Whittaker Goes Back to Roots in Aerospace : * Aviation: The Westwood-based firm sheds the last vestige of its days as a 100-company conglomerate.
Westwood-based Whittaker Corp. said Thursday that it will spin off its only remaining non-aerospace business, completing a full circle in its 50-year evolution from an aircraft parts maker to a 100-company conglomerate, and now back exclusively to equipment for things that fly.
Wall Street gave a vote of approval to its latest downsizing by sending the stock up to a 52-week high.
The company said it will spin off its biotechnology division, exchanging existing Whittaker Corp. shares for one share each of the biotech firm and of the aerospace firm.

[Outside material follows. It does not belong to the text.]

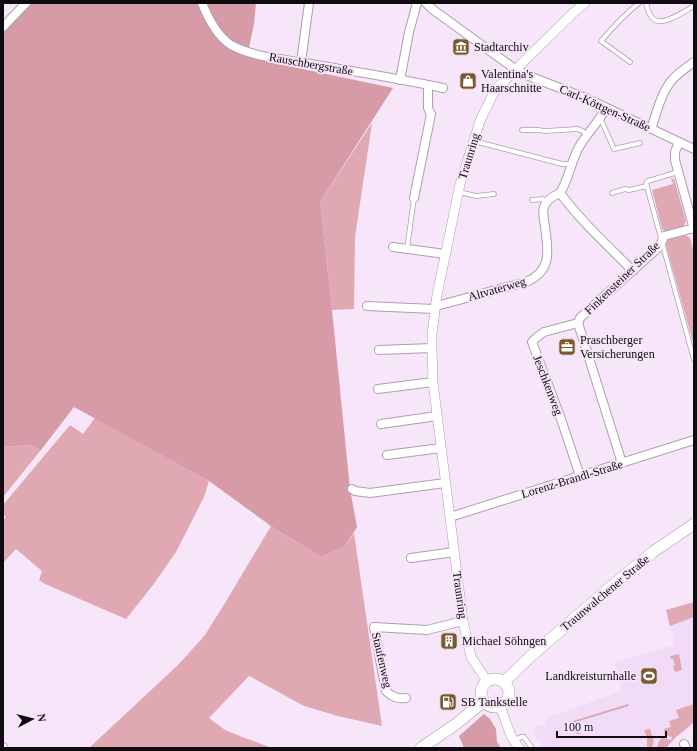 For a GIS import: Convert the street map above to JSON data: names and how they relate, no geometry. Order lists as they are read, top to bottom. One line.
{"streets":{"main road":["Traunwalchener Straße"],"street":["Rauschbergstraße","Carl-Köttgen-Straße","Traunring","Finkensteiner Straße","Altvaterweg","Jeschkenweg","Lorenz-Brandl-Straße","Staufenweg"]},"crossings":[["Carl-Köttgen-Straße","Traunring"],["Traunring","Altvaterweg"],["Traunring","Lorenz-Brandl-Straße"],["Traunring","Traunwalchener Straße"],["Traunring","Staufenweg"],["Finkensteiner Straße","Jeschkenweg"],["Finkensteiner Straße","Lorenz-Brandl-Straße"],["Jeschkenweg","Lorenz-Brandl-Straße"]],"places":{"museum":["Stadtarchiv"],"shop":["Valentina's Haarschnitte"],"office":["Praschberger Versicherungen"],"building":["Michael Söhngen"],"sports":["Landkreisturnhalle"],"fuel station":["SB Tankstelle"]},"scale_bar":"100 m","north":"right"}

Whittaker’s shares closed up 62.5 cents at $20.375.
“This is pretty much the end” of Whittaker’s restructuring, said Edward Muller, vice president of the company. “There is no remnant of having been a conglomerate.”
In a presentation in New York on Thursday, Joseph F. Alibrandi, chairman and chief executive of Whittaker, told analysts: “Those of you who knew Whittaker in the past remember a company that grew very rapidly through the 1960s as one of the early large conglomerates. It is a much different company today.”

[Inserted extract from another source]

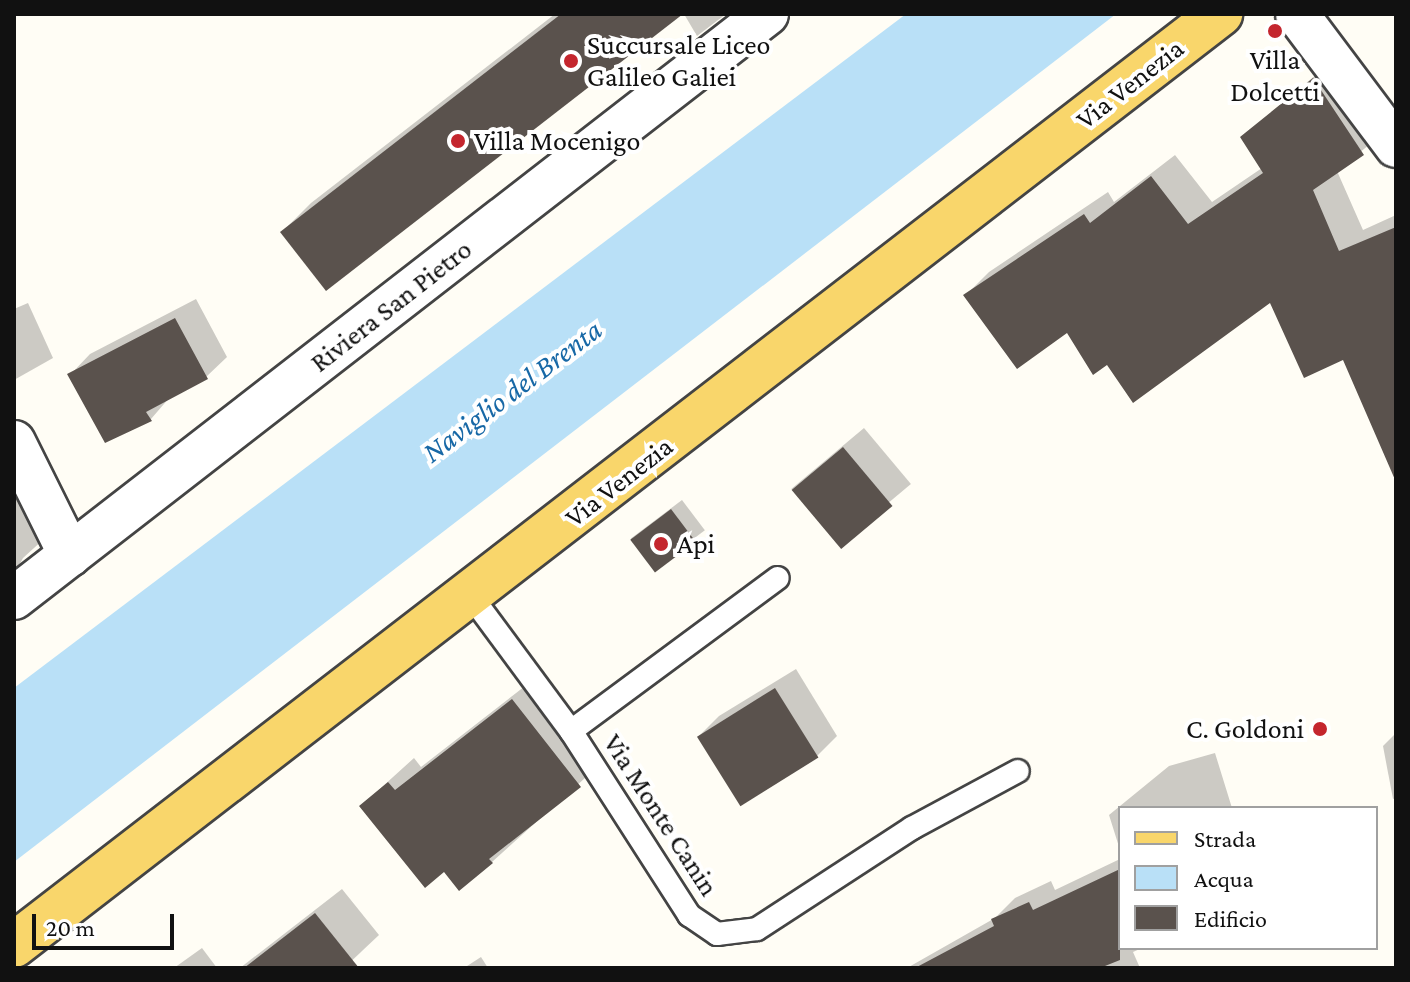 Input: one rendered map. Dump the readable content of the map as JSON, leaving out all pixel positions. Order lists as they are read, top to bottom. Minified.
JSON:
{"streets":{"main road":["Via Venezia"],"street":["Riviera San Pietro"],"lane":["Via Monte Canin"]},"crossings":[["Via Venezia","Via Monte Canin"]],"water":["Naviglio del Brenta"],"places":["Villa Dolcetti","Succursale Liceo Galileo Galiei","Villa Mocenigo","Api","C. Goldoni"],"legend":["Strada","Acqua","Edificio"],"scale_bar":"20 m"}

He said the company had reduced debt from $360 million in 1989, when it borrowed a large sum to finance restructuring, to $84.3 million now. According to a Value Line investment survey, the company’s sales are expected to recover to $205 million in 1991 from $188.5 million in 1990, with profits bouncing back to $14 million from $9.9 million last year. Back in its days as a large conglomerate, Whittaker’s sales ranged up to $1.7 billion.

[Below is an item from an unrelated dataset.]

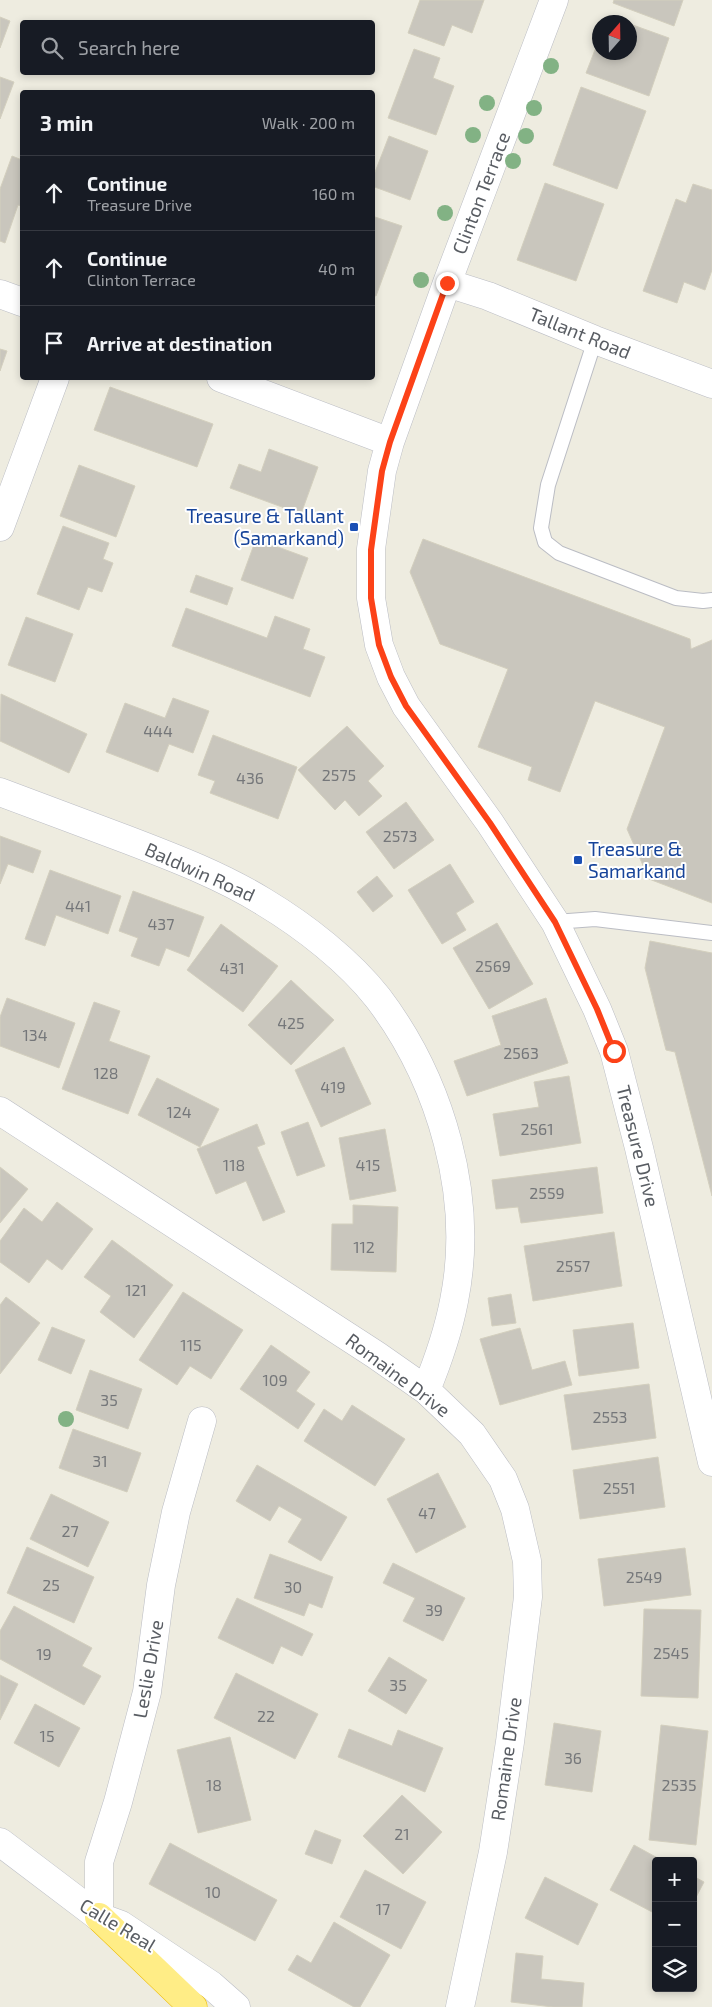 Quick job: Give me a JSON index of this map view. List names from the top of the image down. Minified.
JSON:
{"streets":{"street":["Clinton Terrace","Tallant Road","Baldwin Road","Treasure Drive","Romaine Drive","Leslie Drive","Calle Real"]},"crossings":[["Clinton Terrace","Tallant Road"],["Clinton Terrace","Treasure Drive"],["Baldwin Road","Romaine Drive"],["Leslie Drive","Calle Real"]],"places":{"transit":["Treasure & Tallant (Samarkand)","Treasure & Samarkand"]},"house_numbers":["444","2575","436","2573","441","437","2569","431","425","134","2563","128","419","124","2561","118","415","2559","112","2557","121","115","109","35","2553","31","2551","47","27","2549","25","30","39","2545","19","35","22","15","36","18","2535","21","10","17"],"north":"top","page":{"search":"Search here","heading":["3 min","Walk · 200 m"],"list":[["Continue","Treasure Drive","160 m"],["Continue","Clinton Terrace","40 m"],"Arrive at destination"],"map_buttons":["+","−"]}}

Spinning off the biotech firm, Alibrandi said, would be good for shareholders and would “enable two disparate operations to grow independently, to their maximum extent and with minimum cost.”
Analysts expect investors will value the shares of the two separate companies more highly than those of the present conglomerate. They say the shares of the aerospace firm will probably trade around $8 to $10, and the biotech firm at $12 to $15, or up to 25% higher than current levels. Although the aerospace operations account for about 80% of revenues and profits compared to just 20% for the biotech division, higher growth prospects in biotech mean that those shares will probably be worth more.
In early August, looking ahead to the expected spinoff, analyst Robert Schwartzberg of Friedman, Billings, Ramsey & Co. wrote in a report that the aerospace division would probably trade at 10 to 11 times earnings and the biotech division around 20 to 21 times earnings.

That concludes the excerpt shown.